Почему я не должен бояться? — прошептал он, — я знаю, что осталось мало времени, у меня мало времени, а потом — темнота и больше ничего. — Как во сне, прошептала я в ответ, успокаивающе проводя рукой по его волосам. — Нет, это будет совсем не как во сне, я знаю, когда я сплю, меня окружают сны, и я не одинок, та темнота населена существами, иногда танцующими фигурами; когда я просыпаюсь, у меня часто остаются воспоминания. Во сне я никогда не бываю один. Когда я умру, я не смогу искать утешения в снах, не будет никакой танцующей темноты.

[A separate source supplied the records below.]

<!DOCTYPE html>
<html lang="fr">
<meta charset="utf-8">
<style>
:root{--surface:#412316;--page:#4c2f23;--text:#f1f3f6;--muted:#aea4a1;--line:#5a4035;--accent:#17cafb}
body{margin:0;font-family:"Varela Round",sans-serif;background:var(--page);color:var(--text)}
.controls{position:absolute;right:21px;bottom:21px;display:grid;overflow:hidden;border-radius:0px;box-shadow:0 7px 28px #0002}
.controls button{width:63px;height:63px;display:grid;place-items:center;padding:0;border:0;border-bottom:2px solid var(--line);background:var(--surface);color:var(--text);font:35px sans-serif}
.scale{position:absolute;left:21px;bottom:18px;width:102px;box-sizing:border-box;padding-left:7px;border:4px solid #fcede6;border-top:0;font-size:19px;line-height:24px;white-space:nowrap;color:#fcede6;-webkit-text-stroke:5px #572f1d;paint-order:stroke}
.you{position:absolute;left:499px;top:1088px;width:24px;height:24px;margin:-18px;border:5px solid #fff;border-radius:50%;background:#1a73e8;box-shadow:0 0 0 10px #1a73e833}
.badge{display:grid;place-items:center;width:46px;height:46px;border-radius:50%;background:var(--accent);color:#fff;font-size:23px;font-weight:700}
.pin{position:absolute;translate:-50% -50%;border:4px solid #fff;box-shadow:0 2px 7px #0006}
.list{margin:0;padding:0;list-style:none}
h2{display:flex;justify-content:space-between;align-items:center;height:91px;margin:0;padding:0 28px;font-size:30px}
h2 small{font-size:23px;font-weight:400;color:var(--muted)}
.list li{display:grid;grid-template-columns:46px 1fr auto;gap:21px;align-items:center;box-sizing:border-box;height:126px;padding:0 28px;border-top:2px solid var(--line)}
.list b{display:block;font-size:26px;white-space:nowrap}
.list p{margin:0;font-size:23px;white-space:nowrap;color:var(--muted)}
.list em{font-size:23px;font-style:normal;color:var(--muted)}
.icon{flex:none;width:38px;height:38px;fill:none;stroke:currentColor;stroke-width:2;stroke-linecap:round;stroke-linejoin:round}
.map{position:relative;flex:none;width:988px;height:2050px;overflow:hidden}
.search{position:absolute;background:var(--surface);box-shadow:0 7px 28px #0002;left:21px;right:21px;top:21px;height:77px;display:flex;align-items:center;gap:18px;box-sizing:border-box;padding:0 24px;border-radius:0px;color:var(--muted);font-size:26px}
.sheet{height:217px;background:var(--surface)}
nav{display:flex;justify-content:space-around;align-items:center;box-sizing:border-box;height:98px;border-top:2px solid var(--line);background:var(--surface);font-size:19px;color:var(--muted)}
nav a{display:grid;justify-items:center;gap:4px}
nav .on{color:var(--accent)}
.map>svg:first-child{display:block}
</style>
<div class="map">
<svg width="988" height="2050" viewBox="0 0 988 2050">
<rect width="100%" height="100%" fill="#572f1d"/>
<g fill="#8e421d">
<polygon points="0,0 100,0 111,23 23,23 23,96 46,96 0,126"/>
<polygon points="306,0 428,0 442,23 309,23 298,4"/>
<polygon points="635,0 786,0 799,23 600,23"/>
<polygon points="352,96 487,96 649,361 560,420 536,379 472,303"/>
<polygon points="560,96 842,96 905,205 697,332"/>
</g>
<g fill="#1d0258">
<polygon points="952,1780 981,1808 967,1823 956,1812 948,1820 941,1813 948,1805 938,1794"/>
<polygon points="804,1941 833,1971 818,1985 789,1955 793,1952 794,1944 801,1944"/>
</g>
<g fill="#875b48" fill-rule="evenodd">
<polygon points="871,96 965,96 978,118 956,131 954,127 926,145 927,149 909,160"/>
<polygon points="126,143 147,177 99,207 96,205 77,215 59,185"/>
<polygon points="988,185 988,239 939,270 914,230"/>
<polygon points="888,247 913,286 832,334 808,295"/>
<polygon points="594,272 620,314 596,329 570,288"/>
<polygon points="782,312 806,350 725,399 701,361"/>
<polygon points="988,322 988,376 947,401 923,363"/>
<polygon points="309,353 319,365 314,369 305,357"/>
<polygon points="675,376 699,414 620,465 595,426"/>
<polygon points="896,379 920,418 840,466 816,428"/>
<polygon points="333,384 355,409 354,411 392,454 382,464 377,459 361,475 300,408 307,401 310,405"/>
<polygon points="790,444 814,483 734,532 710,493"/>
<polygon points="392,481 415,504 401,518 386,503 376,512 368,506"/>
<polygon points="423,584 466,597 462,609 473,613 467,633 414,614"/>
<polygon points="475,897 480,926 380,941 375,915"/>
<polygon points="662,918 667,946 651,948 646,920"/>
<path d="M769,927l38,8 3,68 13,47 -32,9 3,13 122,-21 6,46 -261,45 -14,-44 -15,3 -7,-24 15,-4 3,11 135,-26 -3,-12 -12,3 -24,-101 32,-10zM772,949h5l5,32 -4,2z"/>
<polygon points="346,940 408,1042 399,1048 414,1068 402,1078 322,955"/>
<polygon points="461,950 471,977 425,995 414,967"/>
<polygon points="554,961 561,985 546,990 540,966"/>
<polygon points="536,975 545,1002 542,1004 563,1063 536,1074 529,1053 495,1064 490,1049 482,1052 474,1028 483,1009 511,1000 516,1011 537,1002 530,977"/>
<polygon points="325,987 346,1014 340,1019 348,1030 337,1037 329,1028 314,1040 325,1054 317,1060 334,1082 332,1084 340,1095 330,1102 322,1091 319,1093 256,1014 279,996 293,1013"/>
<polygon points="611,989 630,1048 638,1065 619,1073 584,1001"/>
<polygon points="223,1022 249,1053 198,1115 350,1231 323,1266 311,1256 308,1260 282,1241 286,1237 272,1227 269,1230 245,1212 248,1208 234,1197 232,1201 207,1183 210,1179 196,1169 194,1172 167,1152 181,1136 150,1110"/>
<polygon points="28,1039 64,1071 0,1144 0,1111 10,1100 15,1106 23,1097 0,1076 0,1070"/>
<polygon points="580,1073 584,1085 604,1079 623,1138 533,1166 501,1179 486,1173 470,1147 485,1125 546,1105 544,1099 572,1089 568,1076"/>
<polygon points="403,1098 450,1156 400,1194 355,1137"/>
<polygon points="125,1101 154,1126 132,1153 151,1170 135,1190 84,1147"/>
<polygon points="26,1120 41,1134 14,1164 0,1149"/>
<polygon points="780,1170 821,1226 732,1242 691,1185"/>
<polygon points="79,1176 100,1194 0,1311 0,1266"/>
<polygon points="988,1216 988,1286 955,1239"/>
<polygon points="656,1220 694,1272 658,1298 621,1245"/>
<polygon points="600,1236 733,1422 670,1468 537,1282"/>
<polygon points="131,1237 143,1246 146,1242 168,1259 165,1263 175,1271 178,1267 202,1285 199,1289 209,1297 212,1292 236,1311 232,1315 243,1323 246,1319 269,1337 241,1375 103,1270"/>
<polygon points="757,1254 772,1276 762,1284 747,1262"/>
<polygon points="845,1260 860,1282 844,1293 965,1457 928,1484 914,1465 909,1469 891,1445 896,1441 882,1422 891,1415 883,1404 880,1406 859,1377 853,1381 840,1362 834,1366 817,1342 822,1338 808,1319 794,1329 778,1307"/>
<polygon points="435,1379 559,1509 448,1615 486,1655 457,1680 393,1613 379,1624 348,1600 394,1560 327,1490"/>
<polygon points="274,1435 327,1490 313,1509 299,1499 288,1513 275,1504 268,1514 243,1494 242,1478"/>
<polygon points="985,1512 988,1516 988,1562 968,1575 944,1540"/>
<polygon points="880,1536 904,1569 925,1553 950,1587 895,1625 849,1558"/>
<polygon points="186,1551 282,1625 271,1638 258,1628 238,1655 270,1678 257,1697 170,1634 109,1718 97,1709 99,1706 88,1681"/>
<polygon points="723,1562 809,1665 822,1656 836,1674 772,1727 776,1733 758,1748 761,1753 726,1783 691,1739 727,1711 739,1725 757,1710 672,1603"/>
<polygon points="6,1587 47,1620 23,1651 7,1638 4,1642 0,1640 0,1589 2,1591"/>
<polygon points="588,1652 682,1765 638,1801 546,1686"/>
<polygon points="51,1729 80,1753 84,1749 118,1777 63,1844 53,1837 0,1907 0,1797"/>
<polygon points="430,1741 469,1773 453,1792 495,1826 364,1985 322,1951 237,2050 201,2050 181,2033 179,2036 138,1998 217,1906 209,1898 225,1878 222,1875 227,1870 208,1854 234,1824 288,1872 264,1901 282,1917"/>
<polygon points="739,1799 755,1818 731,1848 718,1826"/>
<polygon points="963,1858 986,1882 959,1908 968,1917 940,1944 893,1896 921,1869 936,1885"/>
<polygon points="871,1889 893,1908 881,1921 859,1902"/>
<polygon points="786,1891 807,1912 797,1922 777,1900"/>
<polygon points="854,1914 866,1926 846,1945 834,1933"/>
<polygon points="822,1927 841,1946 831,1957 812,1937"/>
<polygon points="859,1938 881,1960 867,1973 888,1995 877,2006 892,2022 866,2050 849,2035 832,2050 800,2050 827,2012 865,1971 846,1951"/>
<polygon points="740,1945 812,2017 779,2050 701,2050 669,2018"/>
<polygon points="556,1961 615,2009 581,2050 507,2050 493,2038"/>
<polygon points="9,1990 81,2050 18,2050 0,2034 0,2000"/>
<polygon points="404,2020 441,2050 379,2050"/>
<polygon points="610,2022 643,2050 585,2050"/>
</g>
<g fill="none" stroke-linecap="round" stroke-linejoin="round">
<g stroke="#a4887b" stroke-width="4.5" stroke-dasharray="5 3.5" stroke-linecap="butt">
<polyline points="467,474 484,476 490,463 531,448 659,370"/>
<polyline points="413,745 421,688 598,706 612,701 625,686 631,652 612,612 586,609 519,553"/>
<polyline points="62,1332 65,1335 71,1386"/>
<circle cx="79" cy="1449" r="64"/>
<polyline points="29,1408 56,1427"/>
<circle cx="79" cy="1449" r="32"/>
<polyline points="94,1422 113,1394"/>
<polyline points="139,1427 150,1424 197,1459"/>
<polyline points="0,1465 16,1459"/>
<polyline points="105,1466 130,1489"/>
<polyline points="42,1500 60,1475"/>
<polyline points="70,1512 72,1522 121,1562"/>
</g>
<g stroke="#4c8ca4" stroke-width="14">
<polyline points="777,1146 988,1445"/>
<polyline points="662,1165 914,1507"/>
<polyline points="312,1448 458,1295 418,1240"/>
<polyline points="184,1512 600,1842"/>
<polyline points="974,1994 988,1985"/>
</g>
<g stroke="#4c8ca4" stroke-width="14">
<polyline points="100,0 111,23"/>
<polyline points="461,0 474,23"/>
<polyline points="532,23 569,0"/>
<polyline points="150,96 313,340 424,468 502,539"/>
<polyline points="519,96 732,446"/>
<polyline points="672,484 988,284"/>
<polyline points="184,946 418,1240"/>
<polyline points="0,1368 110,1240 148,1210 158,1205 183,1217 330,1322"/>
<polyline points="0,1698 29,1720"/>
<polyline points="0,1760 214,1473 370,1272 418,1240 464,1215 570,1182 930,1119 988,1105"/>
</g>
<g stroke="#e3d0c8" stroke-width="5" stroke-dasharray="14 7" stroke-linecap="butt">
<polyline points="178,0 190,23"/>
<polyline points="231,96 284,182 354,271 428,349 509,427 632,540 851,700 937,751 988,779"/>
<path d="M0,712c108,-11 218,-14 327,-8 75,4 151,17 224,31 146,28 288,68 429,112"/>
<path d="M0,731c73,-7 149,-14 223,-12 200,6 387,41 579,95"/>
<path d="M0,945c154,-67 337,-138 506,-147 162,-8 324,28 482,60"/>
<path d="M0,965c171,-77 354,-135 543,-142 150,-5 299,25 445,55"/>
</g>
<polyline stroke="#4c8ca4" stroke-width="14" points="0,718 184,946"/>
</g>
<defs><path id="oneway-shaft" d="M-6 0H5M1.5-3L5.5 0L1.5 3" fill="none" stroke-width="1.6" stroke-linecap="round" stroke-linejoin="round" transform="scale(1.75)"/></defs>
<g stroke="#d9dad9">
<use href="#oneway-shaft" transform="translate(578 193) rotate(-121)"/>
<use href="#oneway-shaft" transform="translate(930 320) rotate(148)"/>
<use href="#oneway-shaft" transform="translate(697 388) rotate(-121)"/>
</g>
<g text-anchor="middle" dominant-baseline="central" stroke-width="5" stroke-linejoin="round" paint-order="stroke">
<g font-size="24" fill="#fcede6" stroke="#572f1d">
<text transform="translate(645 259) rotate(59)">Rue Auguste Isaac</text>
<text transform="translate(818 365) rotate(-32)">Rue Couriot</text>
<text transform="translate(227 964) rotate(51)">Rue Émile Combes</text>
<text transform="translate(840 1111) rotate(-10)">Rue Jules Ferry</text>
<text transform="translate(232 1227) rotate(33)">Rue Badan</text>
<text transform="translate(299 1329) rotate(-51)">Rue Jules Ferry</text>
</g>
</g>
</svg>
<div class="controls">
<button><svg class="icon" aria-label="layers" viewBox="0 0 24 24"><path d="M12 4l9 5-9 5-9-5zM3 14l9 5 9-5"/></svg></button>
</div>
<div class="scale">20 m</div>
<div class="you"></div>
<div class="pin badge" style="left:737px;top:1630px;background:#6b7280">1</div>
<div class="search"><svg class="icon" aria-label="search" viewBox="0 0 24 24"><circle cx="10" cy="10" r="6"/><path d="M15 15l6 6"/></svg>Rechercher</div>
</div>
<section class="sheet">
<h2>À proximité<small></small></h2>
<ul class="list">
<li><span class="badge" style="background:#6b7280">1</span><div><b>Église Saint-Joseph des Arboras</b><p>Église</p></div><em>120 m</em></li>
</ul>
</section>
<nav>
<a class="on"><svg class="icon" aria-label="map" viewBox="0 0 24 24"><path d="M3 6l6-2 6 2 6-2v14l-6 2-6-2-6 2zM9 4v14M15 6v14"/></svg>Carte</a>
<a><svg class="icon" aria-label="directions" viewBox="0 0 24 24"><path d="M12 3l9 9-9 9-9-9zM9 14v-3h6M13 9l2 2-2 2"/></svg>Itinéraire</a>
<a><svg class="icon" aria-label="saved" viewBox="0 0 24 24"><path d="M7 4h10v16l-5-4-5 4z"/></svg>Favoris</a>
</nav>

Даже танцующей бабочки? — прошептала я.
— Нет, даже ее! никаких неясных танцующих фигур. Я знаю, что не будет никакой Бланш, идущей мне навстречу, улыбающейся и касающейся рукой моей щеки. Когда я умру, будет одна чернота, безо всяких снов. Это-то меня и пугает. — Что ты больше не сможешь видеть меня во сне? — Да, и это тоже. И что все уже слишком поздно! что ты исчезнешь во тьме, так, по сути дела, — не возникнув. Хотя было близко к тому, чтобы ты стала реальностью. Я живу возле тебя целую жизнь, круглые сутки, а ты прикасаешься ко мне только во сне, и теперь я уже стою одной ногой в могиле, а там сплошной мрак.
— И никакой Бланш?
— Никакой Бланш, ничего.
Я встала, закрыла окно. Вероятно, была уже полночь, ни малейшего шелеста ветра в кронах деревьев. Никаких голосов. Гномы уже наверняка вернулись и спят своим раздосадованным сном. Только он и я. Ему было страшно, мне хотелось взять его на руки и поднять, как щенка, чтобы он чувствовал себя защищенным. Я знала, что люблю его, знала, что он умирает. Что делать, когда любимый умирает, если прошла делая жизнь, а ты не сделал того, что мог? Я слышала, как он тяжело дышит, его обнаженная грудь казалась огромной и белой, на ней совсем не было волос, он был гладким, как ребенок. Каков будет ответ? — прошептал он. Что мне было сказать? — Я думала, что у тебя на все есть ответы, сказала я. Когда ты стоял в Аудитории и говорил, ответы у тебя были, что же случилось?
Он промолчал.
Я обернулась, оторвавшись от окна, которое уже не могло служить предлогом, чтобы не смотреть на него. Я не хотела показывать, что плачу. — Твой голос всегда казался мне таким красивым, — сказала я ему на ухо, — когда я погружалась в бессознательное состояние или в глубокую стадию по Гарни или Азаму и Соллье, ты слышишь, я выучила! я все равно всегда слышала подле себя твой голос. Мне не хотелось понимать, что ты говорил, но твой голос, звучавший так молодо, был точно голос загорелого юноши, стоящего по колено в воде. Ты понимаешь? Твой голос был так прекрасен. Я не понимала, что ты говорил, мне это казалось неясным, но ты был молод, как в мечтах. Как в мечтах? — прошептал он. — Да, как в мечтах.